Write the records out once more. Leave each line exactly as given.

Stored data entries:
----------

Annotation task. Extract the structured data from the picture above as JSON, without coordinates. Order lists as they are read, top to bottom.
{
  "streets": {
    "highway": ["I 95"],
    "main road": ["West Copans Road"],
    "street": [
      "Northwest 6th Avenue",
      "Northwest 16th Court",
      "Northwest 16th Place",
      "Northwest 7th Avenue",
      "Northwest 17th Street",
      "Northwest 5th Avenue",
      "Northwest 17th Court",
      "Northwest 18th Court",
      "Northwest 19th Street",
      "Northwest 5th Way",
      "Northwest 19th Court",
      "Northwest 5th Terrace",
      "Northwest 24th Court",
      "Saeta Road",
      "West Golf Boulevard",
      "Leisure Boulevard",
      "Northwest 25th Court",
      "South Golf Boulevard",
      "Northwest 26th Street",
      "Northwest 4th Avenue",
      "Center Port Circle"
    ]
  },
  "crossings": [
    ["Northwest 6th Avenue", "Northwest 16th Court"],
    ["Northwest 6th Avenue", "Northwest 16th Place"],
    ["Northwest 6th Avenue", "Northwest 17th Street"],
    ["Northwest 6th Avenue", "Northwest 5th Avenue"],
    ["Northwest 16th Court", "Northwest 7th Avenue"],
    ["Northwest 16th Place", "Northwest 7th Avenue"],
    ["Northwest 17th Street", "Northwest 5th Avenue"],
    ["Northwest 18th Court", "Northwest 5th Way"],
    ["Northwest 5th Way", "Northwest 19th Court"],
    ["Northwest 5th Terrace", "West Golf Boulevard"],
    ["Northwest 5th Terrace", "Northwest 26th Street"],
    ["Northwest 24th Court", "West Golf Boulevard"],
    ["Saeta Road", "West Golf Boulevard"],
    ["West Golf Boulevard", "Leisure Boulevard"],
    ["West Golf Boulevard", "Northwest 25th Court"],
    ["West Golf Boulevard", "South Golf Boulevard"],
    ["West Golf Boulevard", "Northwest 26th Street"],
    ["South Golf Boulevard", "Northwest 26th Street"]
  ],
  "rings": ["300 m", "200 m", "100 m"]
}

----------

▸ The answer:
Annotation task. Extract the structured data from the picture above as JSON, without coordinates. Order lists as they are read, top to bottom.
{
  "streets": {
    "highway": ["I 95"],
    "main road": ["West Copans Road"],
    "street": [
      "Northwest 6th Avenue",
      "Northwest 16th Court",
      "Northwest 16th Place",
      "Northwest 7th Avenue",
      "Northwest 17th Street",
      "Northwest 5th Avenue",
      "Northwest 17th Court",
      "Northwest 18th Court",
      "Northwest 19th Street",
      "Northwest 5th Way",
      "Northwest 19th Court",
      "Northwest 5th Terrace",
      "Northwest 24th Court",
      "Saeta Road",
      "West Golf Boulevard",
      "Leisure Boulevard",
      "Northwest 25th Court",
      "South Golf Boulevard",
      "Northwest 26th Street",
      "Northwest 4th Avenue",
      "Center Port Circle"
    ]
  },
  "crossings": [
    ["Northwest 6th Avenue", "Northwest 16th Court"],
    ["Northwest 6th Avenue", "Northwest 16th Place"],
    ["Northwest 6th Avenue", "Northwest 17th Street"],
    ["Northwest 6th Avenue", "Northwest 5th Avenue"],
    ["Northwest 16th Court", "Northwest 7th Avenue"],
    ["Northwest 16th Place", "Northwest 7th Avenue"],
    ["Northwest 17th Street", "Northwest 5th Avenue"],
    ["Northwest 18th Court", "Northwest 5th Way"],
    ["Northwest 5th Way", "Northwest 19th Court"],
    ["Northwest 5th Terrace", "West Golf Boulevard"],
    ["Northwest 5th Terrace", "Northwest 26th Street"],
    ["Northwest 24th Court", "West Golf Boulevard"],
    ["Saeta Road", "West Golf Boulevard"],
    ["West Golf Boulevard", "Leisure Boulevard"],
    ["West Golf Boulevard", "Northwest 25th Court"],
    ["West Golf Boulevard", "South Golf Boulevard"],
    ["West Golf Boulevard", "Northwest 26th Street"],
    ["South Golf Boulevard", "Northwest 26th Street"]
  ],
  "rings": ["300 m", "200 m", "100 m"]
}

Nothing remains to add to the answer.